[Records excerpted from a collection]
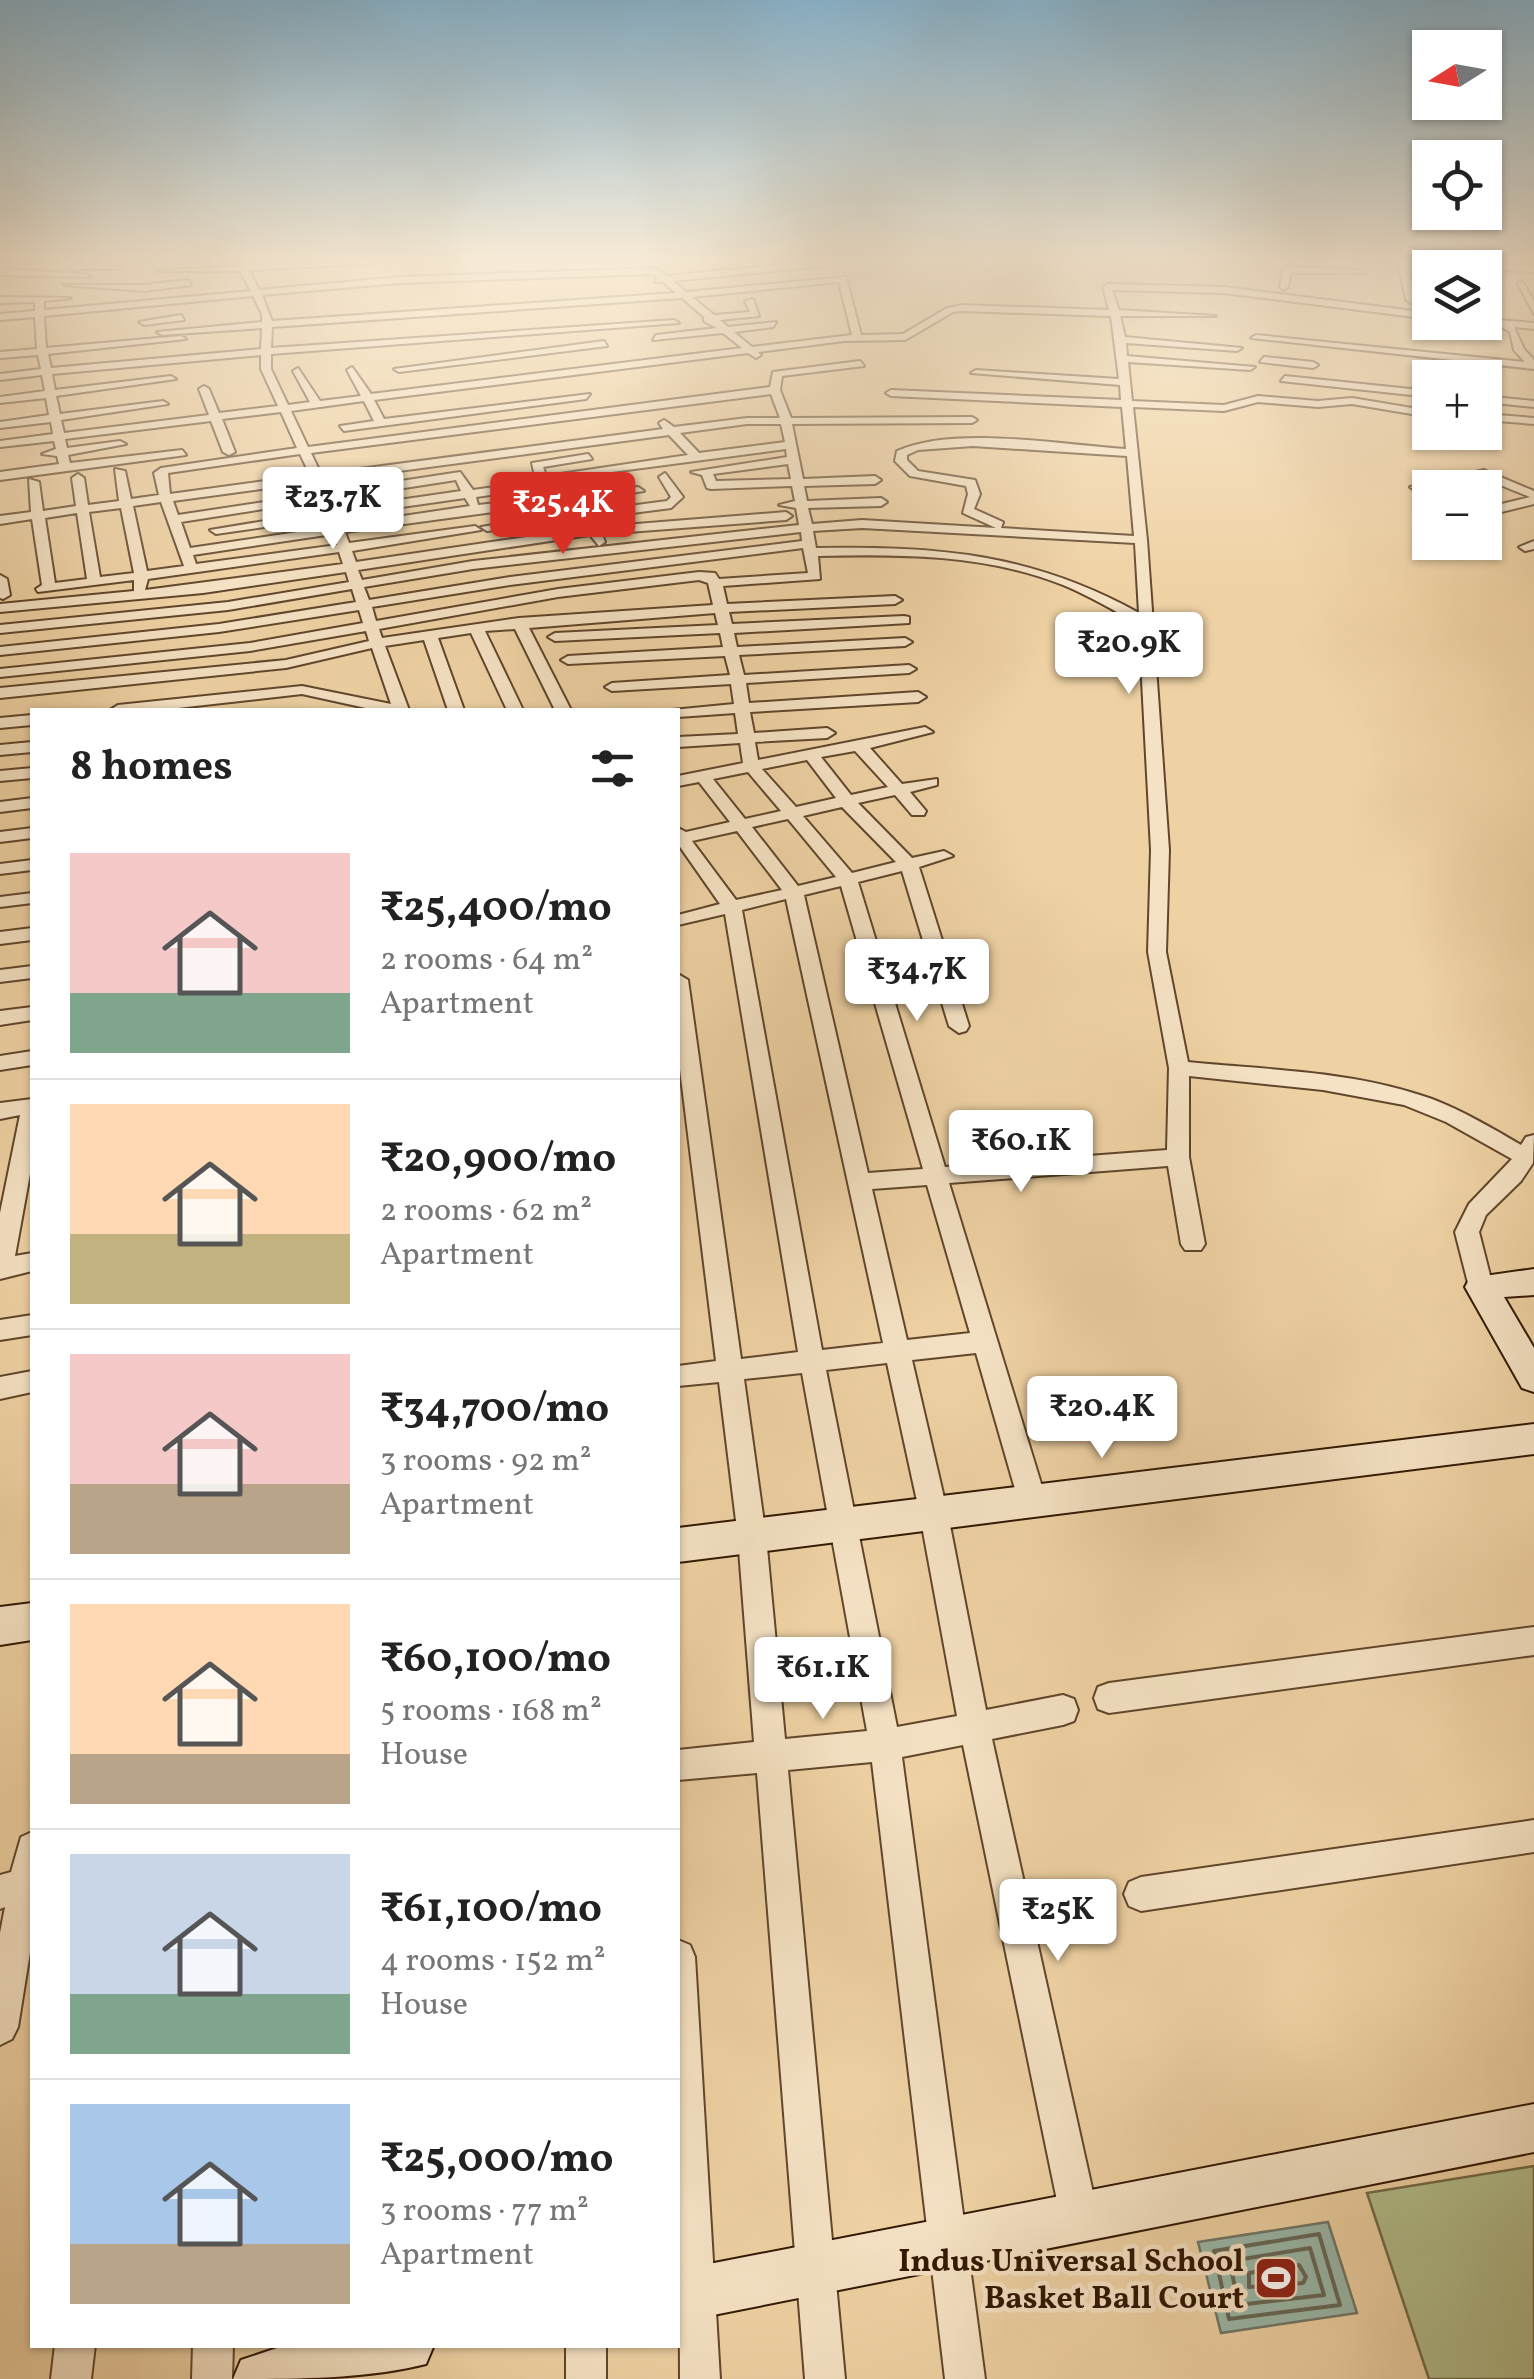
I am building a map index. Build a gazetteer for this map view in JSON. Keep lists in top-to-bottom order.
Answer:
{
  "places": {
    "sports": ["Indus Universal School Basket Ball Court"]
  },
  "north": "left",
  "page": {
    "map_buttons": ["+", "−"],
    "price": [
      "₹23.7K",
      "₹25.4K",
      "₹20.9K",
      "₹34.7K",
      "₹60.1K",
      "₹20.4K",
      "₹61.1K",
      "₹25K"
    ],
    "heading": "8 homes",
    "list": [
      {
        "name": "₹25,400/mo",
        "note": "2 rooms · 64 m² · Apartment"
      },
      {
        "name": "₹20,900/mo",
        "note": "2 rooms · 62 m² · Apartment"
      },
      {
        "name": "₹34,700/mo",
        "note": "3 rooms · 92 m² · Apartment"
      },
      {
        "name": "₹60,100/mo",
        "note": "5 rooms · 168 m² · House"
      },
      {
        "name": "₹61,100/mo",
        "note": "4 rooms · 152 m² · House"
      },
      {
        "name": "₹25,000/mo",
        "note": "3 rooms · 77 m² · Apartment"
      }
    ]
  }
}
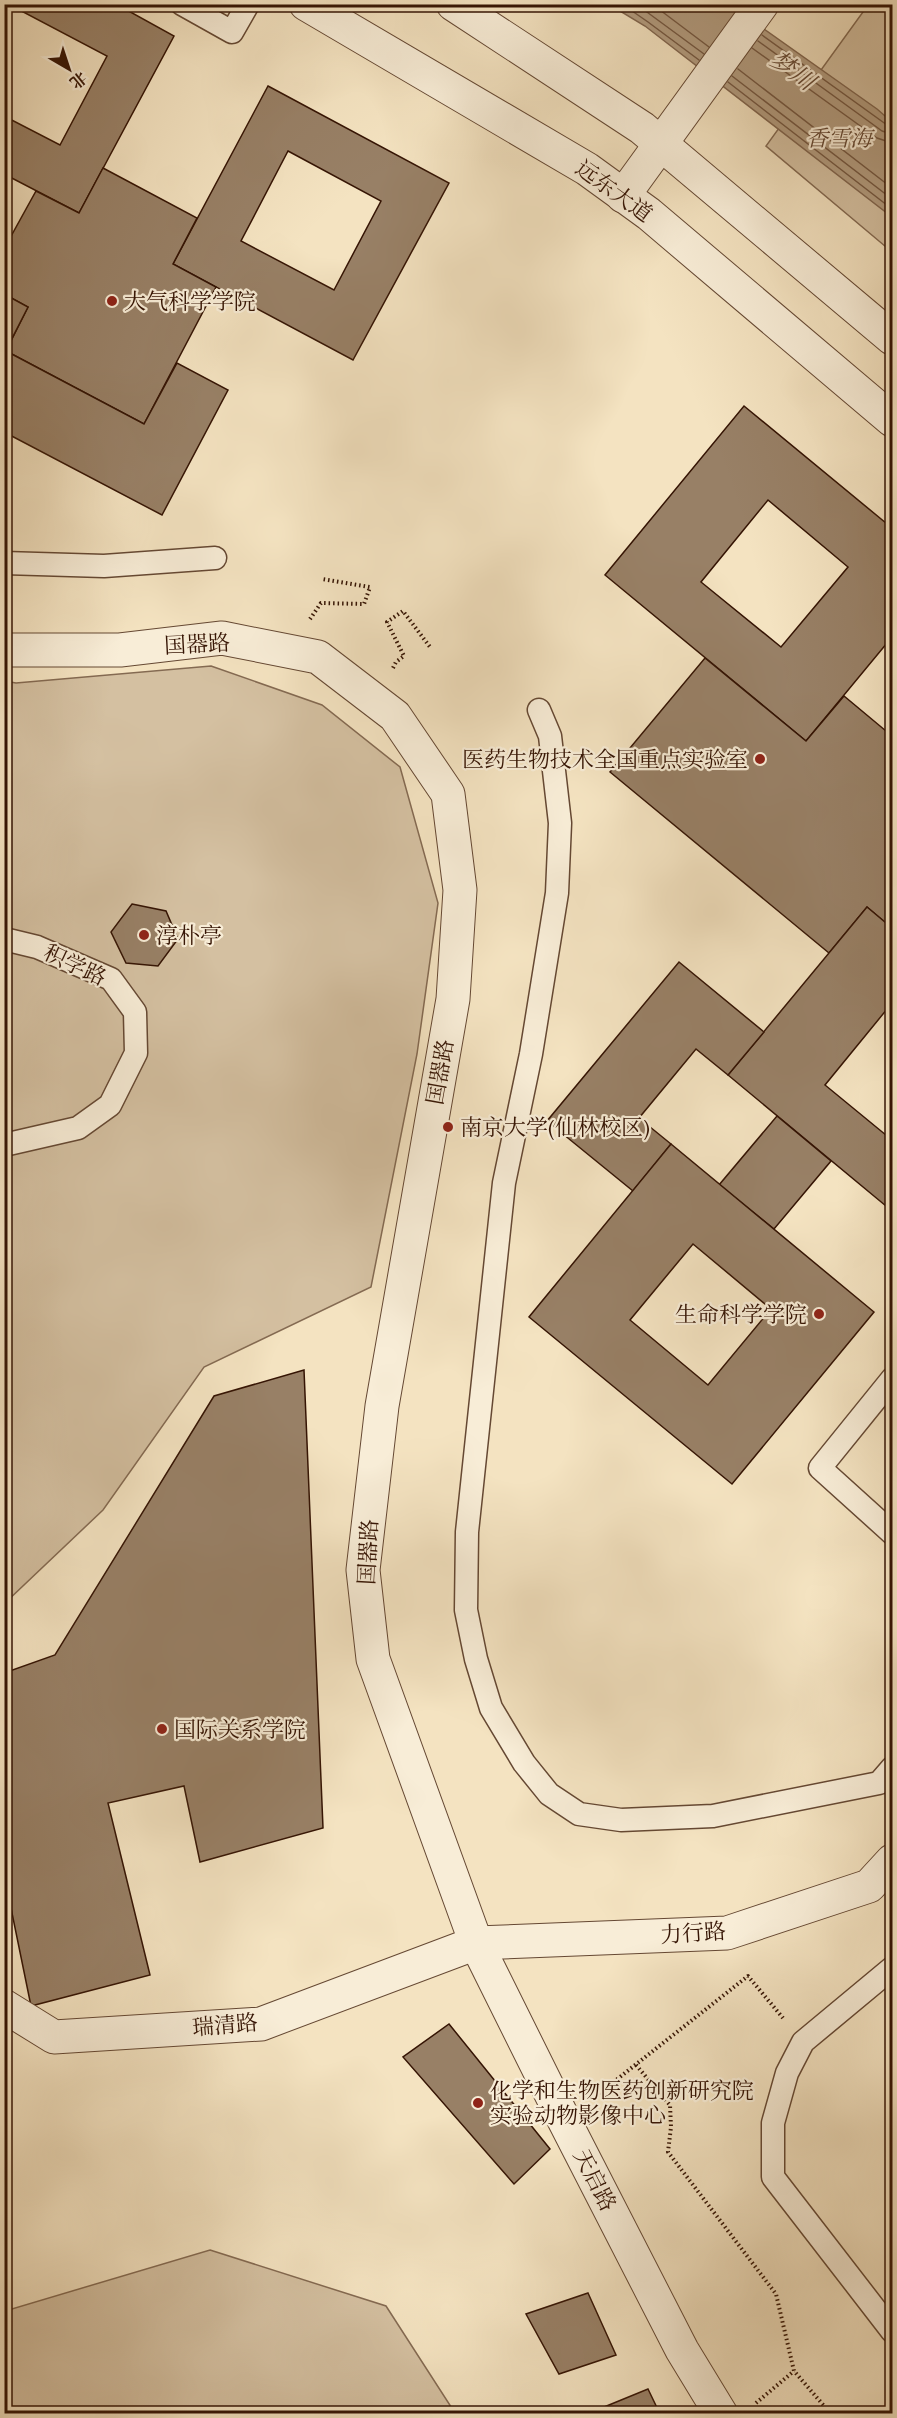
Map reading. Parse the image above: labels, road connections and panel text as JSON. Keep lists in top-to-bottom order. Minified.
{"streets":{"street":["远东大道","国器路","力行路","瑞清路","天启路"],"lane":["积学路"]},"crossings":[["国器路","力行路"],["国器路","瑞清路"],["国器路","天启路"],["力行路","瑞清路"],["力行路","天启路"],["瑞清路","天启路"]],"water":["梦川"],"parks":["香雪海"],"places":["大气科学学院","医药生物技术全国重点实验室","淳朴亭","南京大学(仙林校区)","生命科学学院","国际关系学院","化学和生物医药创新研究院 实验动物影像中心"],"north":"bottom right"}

> [Exercise directions]:
Only the stretch of lines that begins with the one holding "Map reading. Parse" and ends with the last line above belongs in the answer; please write it out exactly.

> [Task response]:
Map reading. Parse the image above: labels, road connections and panel text as JSON. Keep lists in top-to-bottom order. Minified.
{"streets":{"street":["远东大道","国器路","力行路","瑞清路","天启路"],"lane":["积学路"]},"crossings":[["国器路","力行路"],["国器路","瑞清路"],["国器路","天启路"],["力行路","瑞清路"],["力行路","天启路"],["瑞清路","天启路"]],"water":["梦川"],"parks":["香雪海"],"places":["大气科学学院","医药生物技术全国重点实验室","淳朴亭","南京大学(仙林校区)","生命科学学院","国际关系学院","化学和生物医药创新研究院 实验动物影像中心"],"north":"bottom right"}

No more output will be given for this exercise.